> **To do**:
Restate verbatim the span of lines below between the line with "Summarize the content" and the line with "Convert the picture", including those two lines, and only that span.

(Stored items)
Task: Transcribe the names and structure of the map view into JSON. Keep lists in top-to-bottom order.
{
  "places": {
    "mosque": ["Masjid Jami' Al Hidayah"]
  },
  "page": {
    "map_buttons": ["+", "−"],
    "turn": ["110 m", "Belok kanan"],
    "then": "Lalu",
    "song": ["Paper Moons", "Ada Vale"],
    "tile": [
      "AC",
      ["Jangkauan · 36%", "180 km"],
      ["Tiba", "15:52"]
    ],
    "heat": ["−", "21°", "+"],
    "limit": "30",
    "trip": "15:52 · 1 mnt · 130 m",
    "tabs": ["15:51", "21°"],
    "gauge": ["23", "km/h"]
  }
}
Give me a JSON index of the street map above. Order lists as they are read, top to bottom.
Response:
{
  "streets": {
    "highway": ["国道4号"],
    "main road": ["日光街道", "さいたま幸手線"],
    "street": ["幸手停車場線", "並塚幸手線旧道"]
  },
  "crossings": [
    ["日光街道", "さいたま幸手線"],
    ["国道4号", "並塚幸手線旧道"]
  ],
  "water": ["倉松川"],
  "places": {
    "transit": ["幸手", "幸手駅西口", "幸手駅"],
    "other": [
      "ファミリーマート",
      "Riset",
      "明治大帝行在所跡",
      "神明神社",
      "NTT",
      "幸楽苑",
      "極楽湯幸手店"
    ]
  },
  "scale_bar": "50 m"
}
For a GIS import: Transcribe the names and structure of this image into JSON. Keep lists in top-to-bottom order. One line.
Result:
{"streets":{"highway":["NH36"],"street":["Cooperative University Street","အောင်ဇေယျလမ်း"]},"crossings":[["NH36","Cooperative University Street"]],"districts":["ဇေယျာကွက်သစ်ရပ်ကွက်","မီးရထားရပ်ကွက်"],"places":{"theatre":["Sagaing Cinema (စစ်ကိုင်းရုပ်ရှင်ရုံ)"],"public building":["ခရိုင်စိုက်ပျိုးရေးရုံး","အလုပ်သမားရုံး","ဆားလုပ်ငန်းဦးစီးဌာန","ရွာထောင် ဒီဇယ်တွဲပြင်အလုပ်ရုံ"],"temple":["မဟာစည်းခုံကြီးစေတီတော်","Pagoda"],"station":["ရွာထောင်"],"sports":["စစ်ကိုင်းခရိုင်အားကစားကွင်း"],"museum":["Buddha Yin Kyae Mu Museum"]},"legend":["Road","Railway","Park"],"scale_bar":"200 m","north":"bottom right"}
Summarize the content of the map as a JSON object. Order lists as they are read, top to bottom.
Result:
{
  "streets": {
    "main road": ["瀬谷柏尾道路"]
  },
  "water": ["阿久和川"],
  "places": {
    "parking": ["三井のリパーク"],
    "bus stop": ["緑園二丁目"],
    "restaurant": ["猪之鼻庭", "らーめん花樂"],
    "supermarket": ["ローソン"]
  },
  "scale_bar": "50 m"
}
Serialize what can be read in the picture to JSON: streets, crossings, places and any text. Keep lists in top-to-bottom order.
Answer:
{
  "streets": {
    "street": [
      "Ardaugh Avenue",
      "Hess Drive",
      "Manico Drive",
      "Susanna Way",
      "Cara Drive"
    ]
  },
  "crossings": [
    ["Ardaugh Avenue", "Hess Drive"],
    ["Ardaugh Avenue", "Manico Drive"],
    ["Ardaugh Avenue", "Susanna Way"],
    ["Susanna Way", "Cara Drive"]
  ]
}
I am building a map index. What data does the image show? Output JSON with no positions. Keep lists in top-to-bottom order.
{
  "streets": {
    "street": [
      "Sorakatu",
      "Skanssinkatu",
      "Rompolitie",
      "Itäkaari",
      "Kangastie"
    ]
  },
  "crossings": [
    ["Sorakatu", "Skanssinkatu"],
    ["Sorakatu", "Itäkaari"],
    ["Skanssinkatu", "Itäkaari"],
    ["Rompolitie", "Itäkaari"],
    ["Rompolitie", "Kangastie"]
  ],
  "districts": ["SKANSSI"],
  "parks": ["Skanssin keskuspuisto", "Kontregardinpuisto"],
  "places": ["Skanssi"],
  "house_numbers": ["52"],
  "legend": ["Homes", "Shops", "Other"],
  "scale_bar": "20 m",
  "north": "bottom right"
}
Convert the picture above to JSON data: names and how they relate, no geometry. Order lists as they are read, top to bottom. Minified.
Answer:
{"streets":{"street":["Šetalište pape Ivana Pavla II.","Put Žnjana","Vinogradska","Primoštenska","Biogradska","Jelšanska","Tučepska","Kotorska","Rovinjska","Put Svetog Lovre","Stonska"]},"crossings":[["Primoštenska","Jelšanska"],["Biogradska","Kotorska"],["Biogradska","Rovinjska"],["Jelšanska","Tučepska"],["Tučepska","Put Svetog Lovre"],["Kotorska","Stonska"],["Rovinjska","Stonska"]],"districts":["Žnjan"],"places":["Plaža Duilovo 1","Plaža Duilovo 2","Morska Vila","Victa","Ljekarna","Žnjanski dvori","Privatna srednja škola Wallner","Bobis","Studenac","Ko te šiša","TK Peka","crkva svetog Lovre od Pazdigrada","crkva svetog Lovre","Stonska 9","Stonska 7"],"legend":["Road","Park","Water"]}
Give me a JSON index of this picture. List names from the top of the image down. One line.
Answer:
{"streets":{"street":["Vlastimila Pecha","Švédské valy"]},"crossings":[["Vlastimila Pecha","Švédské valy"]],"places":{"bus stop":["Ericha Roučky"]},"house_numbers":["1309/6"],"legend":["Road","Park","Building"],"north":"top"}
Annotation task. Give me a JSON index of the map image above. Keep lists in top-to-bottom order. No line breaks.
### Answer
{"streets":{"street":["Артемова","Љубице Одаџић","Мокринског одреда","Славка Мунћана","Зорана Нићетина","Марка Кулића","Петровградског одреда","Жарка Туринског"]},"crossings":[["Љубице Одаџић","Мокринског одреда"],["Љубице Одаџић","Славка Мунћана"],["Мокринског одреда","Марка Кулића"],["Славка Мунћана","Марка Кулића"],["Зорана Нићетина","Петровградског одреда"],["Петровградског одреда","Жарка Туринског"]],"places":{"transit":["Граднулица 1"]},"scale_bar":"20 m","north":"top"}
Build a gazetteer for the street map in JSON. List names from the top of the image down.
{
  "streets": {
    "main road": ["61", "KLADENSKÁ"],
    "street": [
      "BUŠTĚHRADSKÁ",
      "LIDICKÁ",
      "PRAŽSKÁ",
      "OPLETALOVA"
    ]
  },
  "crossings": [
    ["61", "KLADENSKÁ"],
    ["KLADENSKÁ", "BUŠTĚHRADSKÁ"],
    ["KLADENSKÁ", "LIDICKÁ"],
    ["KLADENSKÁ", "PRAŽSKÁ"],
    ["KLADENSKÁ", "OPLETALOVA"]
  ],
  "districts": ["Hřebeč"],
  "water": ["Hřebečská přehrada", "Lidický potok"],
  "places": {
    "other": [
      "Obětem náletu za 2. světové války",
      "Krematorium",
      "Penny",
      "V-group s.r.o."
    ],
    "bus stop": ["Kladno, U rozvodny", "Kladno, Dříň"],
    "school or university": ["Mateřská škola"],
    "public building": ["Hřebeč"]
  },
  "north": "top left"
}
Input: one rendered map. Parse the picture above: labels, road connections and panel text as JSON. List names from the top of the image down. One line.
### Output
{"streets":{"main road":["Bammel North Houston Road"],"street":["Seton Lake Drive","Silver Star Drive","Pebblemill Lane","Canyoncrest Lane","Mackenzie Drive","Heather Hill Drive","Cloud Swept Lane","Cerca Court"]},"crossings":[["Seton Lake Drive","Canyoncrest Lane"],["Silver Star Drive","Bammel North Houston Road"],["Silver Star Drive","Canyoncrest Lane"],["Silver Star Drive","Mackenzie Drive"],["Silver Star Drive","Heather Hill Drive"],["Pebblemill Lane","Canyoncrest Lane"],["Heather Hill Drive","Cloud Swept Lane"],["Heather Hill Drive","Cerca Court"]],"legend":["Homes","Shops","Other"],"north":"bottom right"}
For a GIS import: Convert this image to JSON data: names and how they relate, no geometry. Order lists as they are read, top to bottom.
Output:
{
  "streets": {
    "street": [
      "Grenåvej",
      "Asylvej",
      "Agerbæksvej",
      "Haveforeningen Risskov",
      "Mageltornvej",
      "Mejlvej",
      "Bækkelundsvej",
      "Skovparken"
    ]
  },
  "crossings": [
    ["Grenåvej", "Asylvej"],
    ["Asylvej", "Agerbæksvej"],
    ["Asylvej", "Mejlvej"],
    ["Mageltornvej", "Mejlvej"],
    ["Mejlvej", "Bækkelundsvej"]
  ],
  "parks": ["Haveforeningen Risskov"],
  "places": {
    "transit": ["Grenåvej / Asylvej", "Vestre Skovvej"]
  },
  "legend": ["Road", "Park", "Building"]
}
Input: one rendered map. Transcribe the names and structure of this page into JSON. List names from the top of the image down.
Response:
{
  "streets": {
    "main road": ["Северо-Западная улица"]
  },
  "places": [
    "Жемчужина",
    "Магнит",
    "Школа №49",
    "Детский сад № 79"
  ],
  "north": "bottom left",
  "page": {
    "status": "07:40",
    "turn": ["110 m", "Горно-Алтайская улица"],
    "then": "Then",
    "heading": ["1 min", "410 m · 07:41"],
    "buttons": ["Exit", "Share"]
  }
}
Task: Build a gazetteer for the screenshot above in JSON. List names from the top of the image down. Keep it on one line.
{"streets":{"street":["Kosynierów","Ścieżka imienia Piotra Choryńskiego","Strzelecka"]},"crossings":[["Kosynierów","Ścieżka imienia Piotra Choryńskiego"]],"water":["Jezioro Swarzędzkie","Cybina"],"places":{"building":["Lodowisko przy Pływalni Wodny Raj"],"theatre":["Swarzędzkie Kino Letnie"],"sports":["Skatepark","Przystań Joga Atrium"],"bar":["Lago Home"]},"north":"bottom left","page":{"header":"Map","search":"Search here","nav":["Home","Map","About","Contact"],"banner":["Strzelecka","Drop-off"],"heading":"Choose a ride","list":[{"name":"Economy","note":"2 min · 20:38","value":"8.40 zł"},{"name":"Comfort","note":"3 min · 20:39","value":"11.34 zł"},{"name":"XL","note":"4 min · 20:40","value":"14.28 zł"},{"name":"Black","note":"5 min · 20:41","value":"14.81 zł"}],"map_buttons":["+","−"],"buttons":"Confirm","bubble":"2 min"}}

> **Reply to the exercise**:
Summarize the content of the map as a JSON object. Order lists as they are read, top to bottom.
Result:
{
  "streets": {
    "main road": ["瀬谷柏尾道路"]
  },
  "water": ["阿久和川"],
  "places": {
    "parking": ["三井のリパーク"],
    "bus stop": ["緑園二丁目"],
    "restaurant": ["猪之鼻庭", "らーめん花樂"],
    "supermarket": ["ローソン"]
  },
  "scale_bar": "50 m"
}
Serialize what can be read in the picture to JSON: streets, crossings, places and any text. Keep lists in top-to-bottom order.
Answer:
{
  "streets": {
    "street": [
      "Ardaugh Avenue",
      "Hess Drive",
      "Manico Drive",
      "Susanna Way",
      "Cara Drive"
    ]
  },
  "crossings": [
    ["Ardaugh Avenue", "Hess Drive"],
    ["Ardaugh Avenue", "Manico Drive"],
    ["Ardaugh Avenue", "Susanna Way"],
    ["Susanna Way", "Cara Drive"]
  ]
}
I am building a map index. What data does the image show? Output JSON with no positions. Keep lists in top-to-bottom order.
{
  "streets": {
    "street": [
      "Sorakatu",
      "Skanssinkatu",
      "Rompolitie",
      "Itäkaari",
      "Kangastie"
    ]
  },
  "crossings": [
    ["Sorakatu", "Skanssinkatu"],
    ["Sorakatu", "Itäkaari"],
    ["Skanssinkatu", "Itäkaari"],
    ["Rompolitie", "Itäkaari"],
    ["Rompolitie", "Kangastie"]
  ],
  "districts": ["SKANSSI"],
  "parks": ["Skanssin keskuspuisto", "Kontregardinpuisto"],
  "places": ["Skanssi"],
  "house_numbers": ["52"],
  "legend": ["Homes", "Shops", "Other"],
  "scale_bar": "20 m",
  "north": "bottom right"
}
Convert the picture above to JSON data: names and how they relate, no geometry. Order lists as they are read, top to bottom. Minified.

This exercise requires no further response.